En ce qui concerne les faits de concussion reprochés à Ali, le procureur estime qu’en fait, ce n’est rien, parce que celui-ci a dénoncé la tentative de corruption en portant plainte à la justice. Donc, il ne saurait en être coupable.

Mais pour Salifou, le procureur estime qu’il est coupable de tous les faits qui lui sont reprochés. Idem pour l’Agent judiciaire du trésor (AJT) qui était présent au titre de l’Etat burkinabé.

L’AJT demande la saisie de la marchandise ainsi que la saisie des moyens de transport qui ont servi à cette infraction, ainsi que le paiement du double du montant desdites marchandises, entre autres réclamations.

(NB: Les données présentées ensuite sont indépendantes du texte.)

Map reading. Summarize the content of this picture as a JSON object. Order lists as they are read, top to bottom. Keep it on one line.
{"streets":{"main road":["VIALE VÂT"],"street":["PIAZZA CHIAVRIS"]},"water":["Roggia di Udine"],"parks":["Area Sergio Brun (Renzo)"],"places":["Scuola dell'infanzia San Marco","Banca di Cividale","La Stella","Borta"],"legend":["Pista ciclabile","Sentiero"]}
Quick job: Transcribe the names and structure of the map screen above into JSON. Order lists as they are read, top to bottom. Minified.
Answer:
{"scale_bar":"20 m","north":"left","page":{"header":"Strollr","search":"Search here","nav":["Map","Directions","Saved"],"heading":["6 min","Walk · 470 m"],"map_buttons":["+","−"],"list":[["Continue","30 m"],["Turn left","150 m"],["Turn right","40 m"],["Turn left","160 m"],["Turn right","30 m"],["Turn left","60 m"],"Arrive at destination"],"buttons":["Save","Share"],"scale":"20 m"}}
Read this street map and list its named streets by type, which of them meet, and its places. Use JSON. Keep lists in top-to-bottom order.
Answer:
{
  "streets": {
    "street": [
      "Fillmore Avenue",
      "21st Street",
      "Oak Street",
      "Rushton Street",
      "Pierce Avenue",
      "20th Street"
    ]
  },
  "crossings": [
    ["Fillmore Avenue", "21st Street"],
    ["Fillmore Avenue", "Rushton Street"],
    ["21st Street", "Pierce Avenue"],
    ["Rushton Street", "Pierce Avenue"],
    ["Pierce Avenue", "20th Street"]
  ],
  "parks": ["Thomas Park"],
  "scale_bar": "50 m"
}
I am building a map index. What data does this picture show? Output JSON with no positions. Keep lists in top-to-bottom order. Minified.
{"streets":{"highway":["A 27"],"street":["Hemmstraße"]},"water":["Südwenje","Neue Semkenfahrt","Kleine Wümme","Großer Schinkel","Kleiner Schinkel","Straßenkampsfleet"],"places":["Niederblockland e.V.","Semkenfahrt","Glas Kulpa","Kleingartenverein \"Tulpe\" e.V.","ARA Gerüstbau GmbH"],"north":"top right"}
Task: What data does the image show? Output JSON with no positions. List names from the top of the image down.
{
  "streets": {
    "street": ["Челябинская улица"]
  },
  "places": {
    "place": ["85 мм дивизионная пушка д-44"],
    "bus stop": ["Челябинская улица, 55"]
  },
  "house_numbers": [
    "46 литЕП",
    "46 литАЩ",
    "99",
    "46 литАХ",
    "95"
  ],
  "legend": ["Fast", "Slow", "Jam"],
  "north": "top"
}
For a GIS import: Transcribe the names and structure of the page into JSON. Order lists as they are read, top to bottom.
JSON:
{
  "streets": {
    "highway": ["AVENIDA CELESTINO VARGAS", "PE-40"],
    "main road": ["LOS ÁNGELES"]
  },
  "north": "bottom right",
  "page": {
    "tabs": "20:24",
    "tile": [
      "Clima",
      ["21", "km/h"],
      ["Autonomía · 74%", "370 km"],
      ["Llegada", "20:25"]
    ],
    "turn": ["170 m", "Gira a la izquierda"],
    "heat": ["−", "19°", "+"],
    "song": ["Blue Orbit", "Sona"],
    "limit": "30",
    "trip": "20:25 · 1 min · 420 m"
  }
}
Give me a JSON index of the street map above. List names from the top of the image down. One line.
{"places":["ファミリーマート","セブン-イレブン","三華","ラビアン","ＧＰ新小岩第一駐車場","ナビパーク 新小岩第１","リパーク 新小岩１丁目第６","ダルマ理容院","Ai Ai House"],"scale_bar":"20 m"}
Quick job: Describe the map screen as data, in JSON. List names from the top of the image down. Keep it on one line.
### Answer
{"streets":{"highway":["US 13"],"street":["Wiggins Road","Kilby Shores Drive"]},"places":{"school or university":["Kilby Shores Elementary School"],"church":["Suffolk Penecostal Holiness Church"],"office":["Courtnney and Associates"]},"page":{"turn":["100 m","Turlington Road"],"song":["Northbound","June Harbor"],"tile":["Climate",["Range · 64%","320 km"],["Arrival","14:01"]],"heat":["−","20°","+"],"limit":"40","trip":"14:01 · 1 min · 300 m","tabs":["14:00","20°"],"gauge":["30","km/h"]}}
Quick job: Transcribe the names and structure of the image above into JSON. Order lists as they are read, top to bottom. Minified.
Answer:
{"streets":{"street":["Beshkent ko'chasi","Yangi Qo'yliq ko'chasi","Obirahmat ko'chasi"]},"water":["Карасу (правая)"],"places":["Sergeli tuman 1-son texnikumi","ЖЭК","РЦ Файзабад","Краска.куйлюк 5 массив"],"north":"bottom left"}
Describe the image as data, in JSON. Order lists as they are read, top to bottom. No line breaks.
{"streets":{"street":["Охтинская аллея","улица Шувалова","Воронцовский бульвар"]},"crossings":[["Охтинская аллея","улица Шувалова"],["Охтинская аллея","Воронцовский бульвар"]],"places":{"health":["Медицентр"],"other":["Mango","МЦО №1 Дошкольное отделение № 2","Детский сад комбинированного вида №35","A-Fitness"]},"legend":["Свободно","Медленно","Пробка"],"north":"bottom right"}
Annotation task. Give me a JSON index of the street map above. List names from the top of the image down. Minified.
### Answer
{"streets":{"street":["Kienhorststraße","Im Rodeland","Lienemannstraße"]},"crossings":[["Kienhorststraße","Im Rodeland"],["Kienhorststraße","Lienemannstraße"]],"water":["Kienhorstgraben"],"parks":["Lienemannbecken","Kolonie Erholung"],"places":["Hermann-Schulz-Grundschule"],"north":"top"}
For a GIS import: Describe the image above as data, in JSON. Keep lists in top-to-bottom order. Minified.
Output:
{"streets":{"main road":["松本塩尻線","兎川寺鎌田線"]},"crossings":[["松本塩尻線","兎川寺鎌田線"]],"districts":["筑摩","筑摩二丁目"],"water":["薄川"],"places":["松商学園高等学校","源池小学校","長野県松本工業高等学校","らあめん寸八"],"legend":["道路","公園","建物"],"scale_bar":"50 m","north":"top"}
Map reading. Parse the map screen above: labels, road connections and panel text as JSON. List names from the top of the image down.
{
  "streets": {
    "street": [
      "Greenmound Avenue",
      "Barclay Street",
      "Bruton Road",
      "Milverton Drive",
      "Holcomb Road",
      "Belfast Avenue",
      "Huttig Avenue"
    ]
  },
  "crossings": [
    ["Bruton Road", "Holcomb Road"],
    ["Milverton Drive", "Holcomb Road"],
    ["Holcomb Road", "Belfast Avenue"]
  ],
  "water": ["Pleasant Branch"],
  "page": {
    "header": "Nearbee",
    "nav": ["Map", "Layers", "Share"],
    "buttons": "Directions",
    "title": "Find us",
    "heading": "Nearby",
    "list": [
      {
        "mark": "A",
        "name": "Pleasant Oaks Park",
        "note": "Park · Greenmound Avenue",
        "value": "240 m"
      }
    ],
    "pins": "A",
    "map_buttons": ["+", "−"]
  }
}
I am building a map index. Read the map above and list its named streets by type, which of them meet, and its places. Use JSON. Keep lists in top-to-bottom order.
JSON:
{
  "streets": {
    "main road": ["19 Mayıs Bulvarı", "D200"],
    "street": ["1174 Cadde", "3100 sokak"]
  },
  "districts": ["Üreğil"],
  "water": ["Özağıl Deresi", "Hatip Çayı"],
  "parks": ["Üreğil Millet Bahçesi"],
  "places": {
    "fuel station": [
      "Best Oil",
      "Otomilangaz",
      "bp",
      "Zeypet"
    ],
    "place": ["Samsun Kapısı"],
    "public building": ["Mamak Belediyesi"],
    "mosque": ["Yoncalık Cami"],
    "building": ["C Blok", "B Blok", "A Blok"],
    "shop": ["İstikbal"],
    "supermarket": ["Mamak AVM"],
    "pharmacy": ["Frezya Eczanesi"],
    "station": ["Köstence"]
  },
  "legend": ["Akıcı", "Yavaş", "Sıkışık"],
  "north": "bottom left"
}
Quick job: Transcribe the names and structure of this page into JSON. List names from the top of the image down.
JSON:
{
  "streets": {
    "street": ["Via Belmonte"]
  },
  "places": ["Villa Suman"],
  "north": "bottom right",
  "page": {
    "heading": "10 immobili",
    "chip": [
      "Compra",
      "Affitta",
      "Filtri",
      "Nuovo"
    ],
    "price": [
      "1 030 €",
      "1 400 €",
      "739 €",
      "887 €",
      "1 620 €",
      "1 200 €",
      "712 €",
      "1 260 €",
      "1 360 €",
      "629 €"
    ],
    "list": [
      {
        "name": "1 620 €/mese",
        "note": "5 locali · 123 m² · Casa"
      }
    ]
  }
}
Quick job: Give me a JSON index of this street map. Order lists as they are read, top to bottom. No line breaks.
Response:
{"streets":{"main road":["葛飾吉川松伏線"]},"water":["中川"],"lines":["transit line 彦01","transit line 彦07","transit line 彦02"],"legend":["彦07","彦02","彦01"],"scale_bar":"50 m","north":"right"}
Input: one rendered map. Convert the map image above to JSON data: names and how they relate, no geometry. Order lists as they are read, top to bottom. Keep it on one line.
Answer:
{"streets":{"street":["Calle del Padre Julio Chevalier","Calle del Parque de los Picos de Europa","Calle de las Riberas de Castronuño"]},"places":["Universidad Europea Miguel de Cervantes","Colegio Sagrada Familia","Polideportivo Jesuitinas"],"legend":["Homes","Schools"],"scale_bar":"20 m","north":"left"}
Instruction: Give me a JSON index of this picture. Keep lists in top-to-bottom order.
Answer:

Le procureur condamne Salifou à la peine de 12 mois de prison et 9 millions FCFA d’amende pour la tentative de corruption, ainsi que le paiement du quadruple de la marchandise saisie, entre autres réquisitions aussi…

La défense de Salifou, qui attaque Ali pour avoir demandé la somme de 7 millions FCFA et en plus, a gardé la marchandise depuis ce mois de mars, estime pour sa part qu’il va falloir dédommager son client à hauteur du montant de cette marchandise, et lui payer 50 millions au titre de la préjudice morale, entre autres réclamations.

A signaler que pour la défense de Guissou Ali, Me Anna Sory, du Cabinet Sory-Ouattara-Salembéré était seule présente, pendant que pour Salifou avait à ses côtés trois avocats que sont Mes Halidou Ouédraogo, Kéré Paul et Armand Bouyain…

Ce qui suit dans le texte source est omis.